# About this task
I need the lines below from the one with "Annotation task. Read" down to the one with "Quick job: Transcribe" reproduced exactly, both ends included, and nothing else.

# Source data

◆ ◆ ◆ ◆ ◆ ◆ ◆

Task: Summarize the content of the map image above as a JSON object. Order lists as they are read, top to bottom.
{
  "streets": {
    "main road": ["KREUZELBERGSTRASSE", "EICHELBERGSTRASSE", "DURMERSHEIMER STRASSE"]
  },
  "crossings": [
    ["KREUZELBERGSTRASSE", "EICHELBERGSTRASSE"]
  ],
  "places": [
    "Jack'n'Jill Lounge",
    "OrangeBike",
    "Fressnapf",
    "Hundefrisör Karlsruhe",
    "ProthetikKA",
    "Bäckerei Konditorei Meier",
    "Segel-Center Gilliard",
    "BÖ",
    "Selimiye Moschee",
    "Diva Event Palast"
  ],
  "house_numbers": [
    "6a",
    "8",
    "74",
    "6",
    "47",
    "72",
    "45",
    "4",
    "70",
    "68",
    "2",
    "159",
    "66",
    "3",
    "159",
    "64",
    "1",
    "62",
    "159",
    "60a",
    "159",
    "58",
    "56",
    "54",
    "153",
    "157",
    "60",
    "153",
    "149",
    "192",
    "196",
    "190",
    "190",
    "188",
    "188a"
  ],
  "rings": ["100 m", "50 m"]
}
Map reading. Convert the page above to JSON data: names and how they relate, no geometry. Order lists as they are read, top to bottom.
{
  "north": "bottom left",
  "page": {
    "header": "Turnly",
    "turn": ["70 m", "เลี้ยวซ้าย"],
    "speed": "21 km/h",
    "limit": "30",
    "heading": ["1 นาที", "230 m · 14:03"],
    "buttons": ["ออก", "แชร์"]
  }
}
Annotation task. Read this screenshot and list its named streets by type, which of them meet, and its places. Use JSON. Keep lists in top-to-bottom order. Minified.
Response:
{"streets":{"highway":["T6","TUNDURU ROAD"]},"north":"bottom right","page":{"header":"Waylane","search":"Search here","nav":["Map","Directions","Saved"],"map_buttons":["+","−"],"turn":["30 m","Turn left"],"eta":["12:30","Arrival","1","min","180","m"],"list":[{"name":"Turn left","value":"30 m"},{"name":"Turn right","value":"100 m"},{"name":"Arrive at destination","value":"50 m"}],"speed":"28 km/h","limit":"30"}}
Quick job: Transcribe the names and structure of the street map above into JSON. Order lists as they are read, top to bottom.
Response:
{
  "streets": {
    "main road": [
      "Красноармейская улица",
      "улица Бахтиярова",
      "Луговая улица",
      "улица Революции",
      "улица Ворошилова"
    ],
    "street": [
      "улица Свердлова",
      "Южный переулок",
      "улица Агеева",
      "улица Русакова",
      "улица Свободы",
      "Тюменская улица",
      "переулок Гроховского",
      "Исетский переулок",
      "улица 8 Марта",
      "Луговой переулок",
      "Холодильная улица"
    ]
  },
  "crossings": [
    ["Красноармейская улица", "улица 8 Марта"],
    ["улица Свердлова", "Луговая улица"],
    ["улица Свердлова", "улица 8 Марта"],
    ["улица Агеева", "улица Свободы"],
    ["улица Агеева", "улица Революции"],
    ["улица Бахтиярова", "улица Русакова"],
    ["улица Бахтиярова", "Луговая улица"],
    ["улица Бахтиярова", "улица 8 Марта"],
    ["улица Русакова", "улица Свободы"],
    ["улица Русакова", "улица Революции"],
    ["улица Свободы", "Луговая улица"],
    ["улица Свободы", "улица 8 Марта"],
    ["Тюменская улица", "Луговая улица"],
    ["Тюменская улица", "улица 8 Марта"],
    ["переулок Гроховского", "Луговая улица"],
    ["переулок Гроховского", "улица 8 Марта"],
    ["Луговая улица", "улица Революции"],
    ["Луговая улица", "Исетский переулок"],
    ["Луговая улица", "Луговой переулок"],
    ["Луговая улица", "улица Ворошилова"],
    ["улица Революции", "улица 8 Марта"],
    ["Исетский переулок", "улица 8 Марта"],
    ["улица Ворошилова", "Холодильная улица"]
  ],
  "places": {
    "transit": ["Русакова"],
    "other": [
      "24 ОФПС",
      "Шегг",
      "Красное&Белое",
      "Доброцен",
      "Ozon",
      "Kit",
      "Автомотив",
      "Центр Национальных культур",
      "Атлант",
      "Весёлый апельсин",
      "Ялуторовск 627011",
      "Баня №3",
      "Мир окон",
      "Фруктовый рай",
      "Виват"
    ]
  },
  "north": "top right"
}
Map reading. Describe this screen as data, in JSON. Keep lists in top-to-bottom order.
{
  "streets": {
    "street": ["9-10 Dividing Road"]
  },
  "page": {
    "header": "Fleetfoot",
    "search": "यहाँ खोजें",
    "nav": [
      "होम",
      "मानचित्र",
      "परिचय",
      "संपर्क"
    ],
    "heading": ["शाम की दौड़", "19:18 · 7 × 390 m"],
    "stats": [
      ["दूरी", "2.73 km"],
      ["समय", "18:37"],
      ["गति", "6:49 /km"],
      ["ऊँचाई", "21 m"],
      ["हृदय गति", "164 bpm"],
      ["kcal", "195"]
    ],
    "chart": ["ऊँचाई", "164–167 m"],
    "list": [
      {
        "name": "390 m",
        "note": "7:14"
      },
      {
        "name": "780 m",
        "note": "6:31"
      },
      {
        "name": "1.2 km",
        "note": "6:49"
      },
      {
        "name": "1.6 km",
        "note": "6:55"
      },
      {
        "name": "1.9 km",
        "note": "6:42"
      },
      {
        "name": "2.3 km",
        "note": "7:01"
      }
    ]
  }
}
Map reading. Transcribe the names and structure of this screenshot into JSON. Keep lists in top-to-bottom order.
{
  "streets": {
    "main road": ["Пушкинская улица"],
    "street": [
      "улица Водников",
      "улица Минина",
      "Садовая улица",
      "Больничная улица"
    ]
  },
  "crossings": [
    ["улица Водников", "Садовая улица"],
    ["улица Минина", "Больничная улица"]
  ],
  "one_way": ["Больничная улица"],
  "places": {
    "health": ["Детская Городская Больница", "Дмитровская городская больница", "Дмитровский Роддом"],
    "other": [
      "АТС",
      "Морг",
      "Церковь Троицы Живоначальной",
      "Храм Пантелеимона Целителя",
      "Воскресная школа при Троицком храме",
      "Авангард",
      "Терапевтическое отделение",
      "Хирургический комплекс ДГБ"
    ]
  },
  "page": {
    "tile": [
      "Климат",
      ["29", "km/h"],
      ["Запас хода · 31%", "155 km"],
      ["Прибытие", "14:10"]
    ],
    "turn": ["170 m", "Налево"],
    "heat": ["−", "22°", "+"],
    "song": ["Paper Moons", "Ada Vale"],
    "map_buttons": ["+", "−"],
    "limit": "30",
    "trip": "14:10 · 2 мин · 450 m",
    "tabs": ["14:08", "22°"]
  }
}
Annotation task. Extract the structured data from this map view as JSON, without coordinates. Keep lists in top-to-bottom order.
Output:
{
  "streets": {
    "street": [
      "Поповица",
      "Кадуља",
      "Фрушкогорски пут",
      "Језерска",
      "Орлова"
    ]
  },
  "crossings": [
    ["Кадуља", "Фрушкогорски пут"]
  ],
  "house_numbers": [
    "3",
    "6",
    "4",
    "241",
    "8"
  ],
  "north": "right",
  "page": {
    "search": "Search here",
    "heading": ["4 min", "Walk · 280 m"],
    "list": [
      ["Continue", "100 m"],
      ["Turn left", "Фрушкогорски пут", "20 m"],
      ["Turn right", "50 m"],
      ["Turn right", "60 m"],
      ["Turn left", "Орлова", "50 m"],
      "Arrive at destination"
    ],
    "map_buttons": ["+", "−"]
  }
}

◆ ◆ ◆ ◆ ◆ ◆ ◆

# Answer to this problem
Annotation task. Read this screenshot and list its named streets by type, which of them meet, and its places. Use JSON. Keep lists in top-to-bottom order. Minified.
Response:
{"streets":{"highway":["T6","TUNDURU ROAD"]},"north":"bottom right","page":{"header":"Waylane","search":"Search here","nav":["Map","Directions","Saved"],"map_buttons":["+","−"],"turn":["30 m","Turn left"],"eta":["12:30","Arrival","1","min","180","m"],"list":[{"name":"Turn left","value":"30 m"},{"name":"Turn right","value":"100 m"},{"name":"Arrive at destination","value":"50 m"}],"speed":"28 km/h","limit":"30"}}
Quick job: Transcribe the names and structure of the street map above into JSON. Order lists as they are read, top to bottom.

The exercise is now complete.